GOAL OF THE EXERCISE —
How many lines in the material below contain the word "JSON"? Write only the number.

RECORDED DATA —
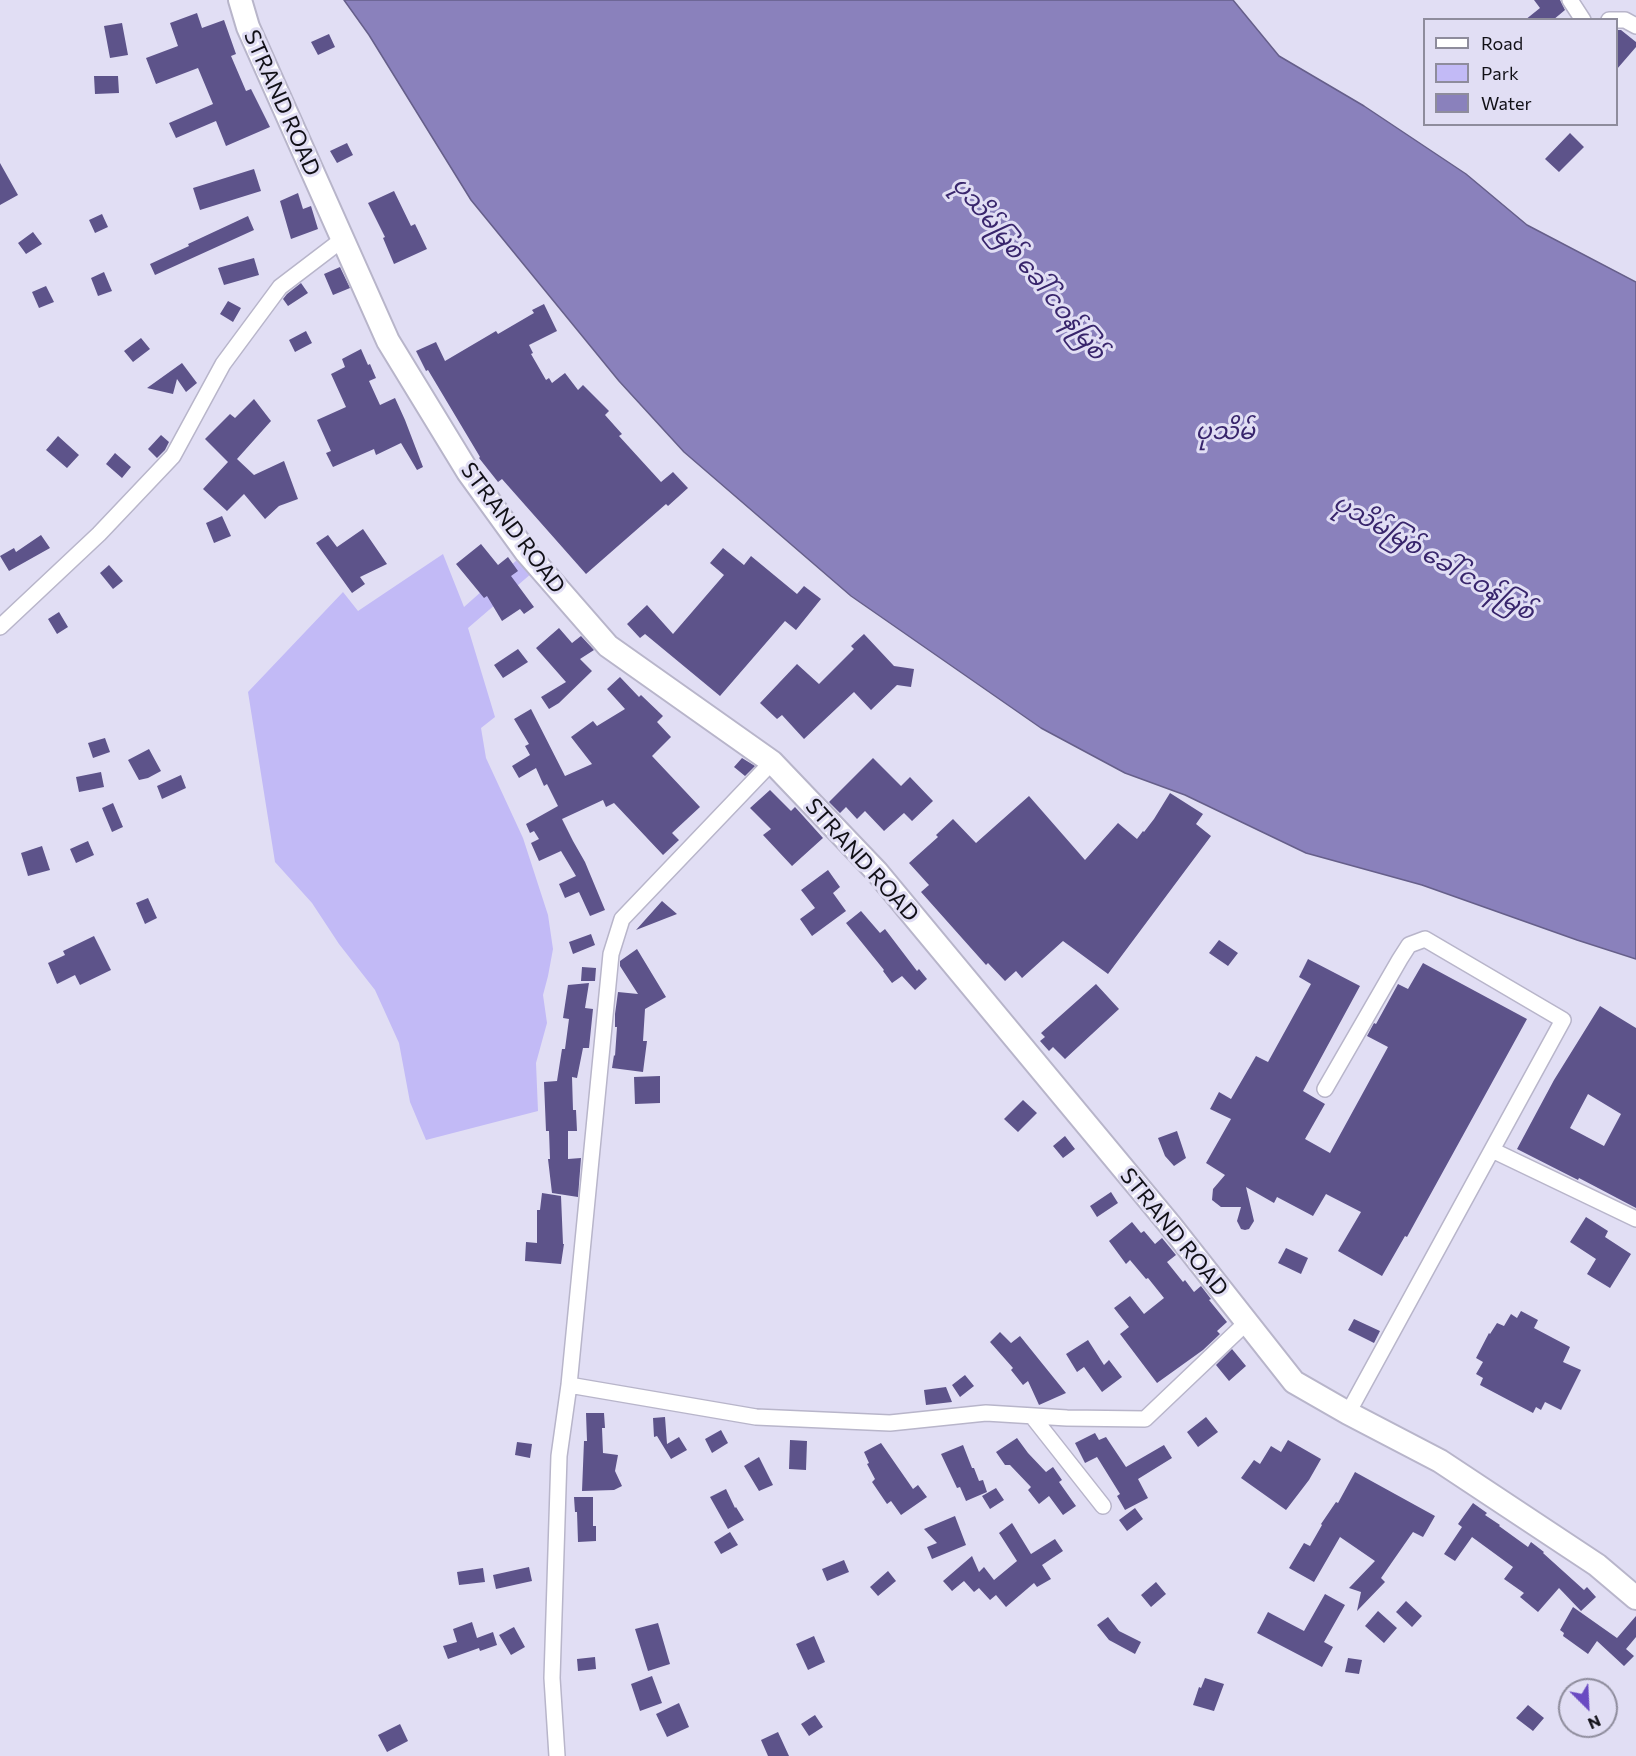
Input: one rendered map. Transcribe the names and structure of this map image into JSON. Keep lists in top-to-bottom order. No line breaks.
==
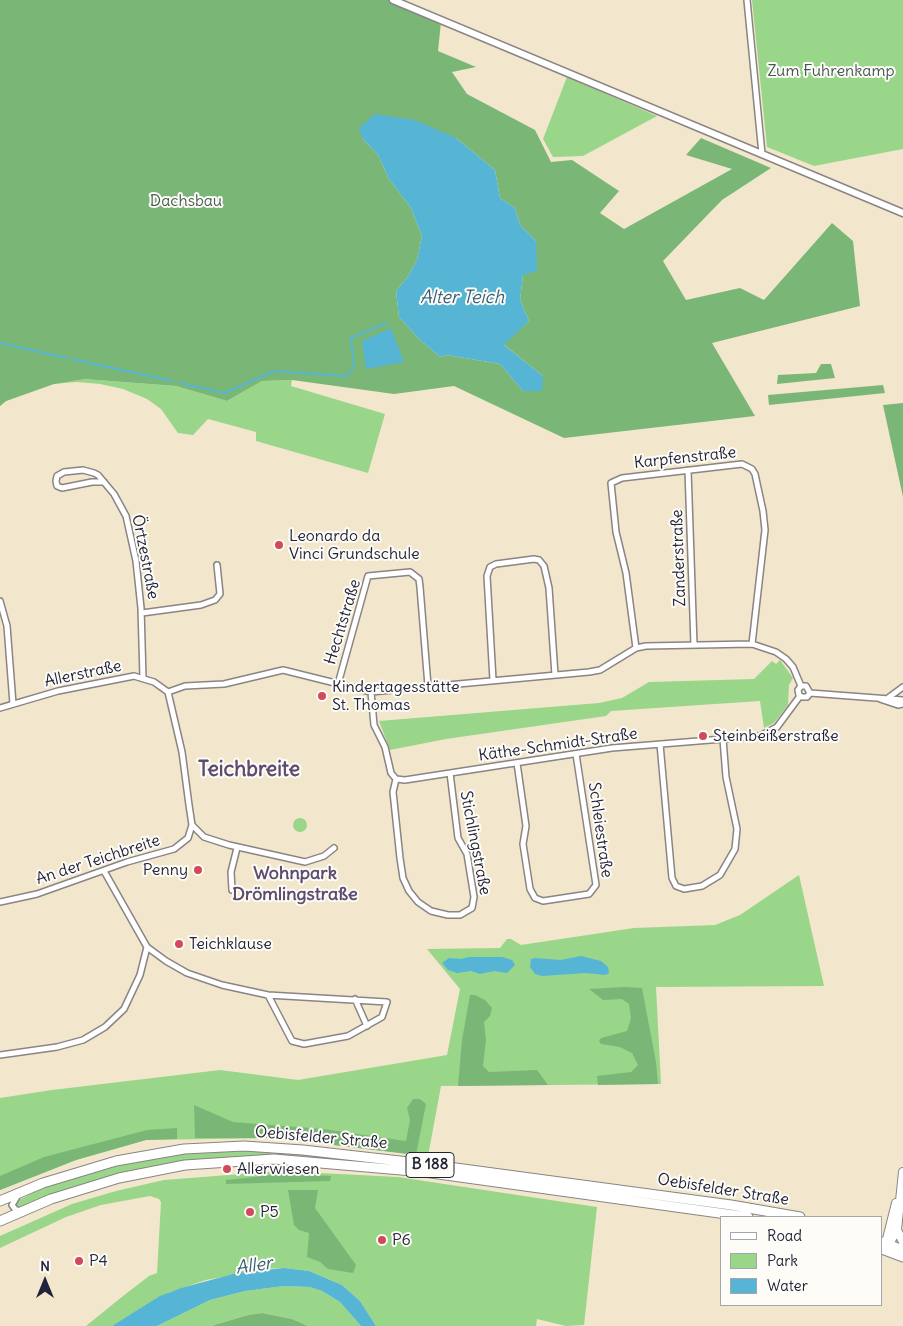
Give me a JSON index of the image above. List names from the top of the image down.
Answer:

EXPECTED ANSWER —
2